Nem vem é o último lançamento de Lydia. Vende-se como “coletânea de contos”, mas não faz jus à originalidade da obra da autora. No livro, ela volta a nos apresentar uma série de momentos mundanos, aparentemente desconexos. Algumas histórias não completam uma página, outras nem mesmo um parágrafo. O espaço em branco e o silêncio forçam o leitor a refletir sobre medos e manias. Na literatura de Lydia não há espaço para fugas, grandes linhas narrativas, plot twists ou construção de personagens. A autora expõe as feridas a seco e, assim, dá nova luz às nossas pequenas obsessões.

Ler Lydia Davis é como fuçar o smartphone de um desconhecido. É como ser convidado a entrar em sonhos e fragmentos de memória das pessoas que cruzam nossos caminhos. Lydia não julga os personagens. Ela observa tudo à distância e oferece sentido para as mais diversas banalidades do dia a dia. A autora se preocupa com a sonoridade dos vocábulos. Ritmo, harmonia, precisão. E não parece nem um pouco interessada em escrever o mais novo "grande romance americano".

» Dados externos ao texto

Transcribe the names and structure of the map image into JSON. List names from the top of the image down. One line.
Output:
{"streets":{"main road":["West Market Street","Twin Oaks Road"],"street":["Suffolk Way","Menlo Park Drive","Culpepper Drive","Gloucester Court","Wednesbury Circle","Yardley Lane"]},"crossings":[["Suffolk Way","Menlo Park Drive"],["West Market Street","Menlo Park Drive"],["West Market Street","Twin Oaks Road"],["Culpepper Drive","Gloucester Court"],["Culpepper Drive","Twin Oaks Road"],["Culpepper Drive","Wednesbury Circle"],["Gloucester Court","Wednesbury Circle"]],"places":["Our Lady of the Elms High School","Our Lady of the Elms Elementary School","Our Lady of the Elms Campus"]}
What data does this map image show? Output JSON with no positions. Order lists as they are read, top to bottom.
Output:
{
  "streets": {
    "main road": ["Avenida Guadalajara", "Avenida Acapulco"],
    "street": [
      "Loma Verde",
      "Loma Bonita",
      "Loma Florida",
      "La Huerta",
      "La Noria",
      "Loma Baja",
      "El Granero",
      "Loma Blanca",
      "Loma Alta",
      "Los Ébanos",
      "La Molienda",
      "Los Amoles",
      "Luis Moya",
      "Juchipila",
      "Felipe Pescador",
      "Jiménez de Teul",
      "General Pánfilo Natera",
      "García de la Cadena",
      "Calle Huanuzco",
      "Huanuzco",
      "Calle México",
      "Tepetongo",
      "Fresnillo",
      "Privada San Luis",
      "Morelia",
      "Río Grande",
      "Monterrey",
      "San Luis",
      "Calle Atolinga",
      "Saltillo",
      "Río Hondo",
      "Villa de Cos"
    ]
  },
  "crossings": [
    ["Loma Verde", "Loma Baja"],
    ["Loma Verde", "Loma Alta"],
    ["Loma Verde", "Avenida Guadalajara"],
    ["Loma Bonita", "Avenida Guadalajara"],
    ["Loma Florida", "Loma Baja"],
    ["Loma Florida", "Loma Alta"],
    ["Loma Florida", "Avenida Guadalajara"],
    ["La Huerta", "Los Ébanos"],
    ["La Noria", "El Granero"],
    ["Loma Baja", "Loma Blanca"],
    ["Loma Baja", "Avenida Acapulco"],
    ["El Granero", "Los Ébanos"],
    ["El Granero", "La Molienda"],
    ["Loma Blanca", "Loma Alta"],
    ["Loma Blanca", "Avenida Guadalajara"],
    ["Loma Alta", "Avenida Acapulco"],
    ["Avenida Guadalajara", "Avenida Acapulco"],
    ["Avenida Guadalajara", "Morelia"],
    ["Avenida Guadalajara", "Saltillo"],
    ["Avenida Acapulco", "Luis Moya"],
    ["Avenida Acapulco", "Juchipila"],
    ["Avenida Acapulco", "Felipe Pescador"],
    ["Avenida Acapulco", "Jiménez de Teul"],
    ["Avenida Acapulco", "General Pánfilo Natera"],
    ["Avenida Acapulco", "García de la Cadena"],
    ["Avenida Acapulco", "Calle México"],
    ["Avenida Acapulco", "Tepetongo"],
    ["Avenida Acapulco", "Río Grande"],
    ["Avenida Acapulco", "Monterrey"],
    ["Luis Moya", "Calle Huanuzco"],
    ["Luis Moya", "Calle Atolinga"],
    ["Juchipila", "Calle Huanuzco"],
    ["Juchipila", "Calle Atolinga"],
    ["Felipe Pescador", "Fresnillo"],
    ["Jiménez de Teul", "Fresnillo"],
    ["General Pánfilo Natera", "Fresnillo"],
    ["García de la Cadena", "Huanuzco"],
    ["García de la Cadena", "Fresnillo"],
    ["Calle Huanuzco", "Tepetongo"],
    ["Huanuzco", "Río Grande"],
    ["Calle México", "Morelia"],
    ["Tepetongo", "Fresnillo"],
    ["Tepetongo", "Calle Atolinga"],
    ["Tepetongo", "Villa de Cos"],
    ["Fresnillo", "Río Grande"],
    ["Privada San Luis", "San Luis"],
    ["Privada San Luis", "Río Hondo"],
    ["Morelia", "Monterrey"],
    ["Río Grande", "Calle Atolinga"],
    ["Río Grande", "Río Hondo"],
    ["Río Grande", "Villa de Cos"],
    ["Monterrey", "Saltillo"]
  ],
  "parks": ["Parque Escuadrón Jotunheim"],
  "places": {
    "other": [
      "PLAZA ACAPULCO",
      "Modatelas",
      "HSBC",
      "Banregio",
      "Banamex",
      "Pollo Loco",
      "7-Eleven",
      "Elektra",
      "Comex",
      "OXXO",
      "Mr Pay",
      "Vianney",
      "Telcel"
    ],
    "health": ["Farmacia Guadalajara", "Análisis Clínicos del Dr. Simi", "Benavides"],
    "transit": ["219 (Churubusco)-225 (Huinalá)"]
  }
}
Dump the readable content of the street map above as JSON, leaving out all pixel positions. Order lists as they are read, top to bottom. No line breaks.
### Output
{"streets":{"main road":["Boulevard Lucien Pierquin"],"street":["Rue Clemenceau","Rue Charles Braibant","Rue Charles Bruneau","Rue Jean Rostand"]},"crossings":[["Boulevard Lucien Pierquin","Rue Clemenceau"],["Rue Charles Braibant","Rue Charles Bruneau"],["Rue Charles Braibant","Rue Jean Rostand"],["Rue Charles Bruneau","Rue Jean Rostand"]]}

Lydia não acumula minúcias, não conta por contar. Entende que, hoje, Tolstói escreveria Guerra e paz pelo Twitter — até porque Napoleão teria jogado uma bomba e destruído Moscou em cinco minutos. A autora entende que a literatura contemporânea é assim mesmo: escrever mais com menos. E só uma grande artista é capaz de dizer tudo sem dizer quase nada.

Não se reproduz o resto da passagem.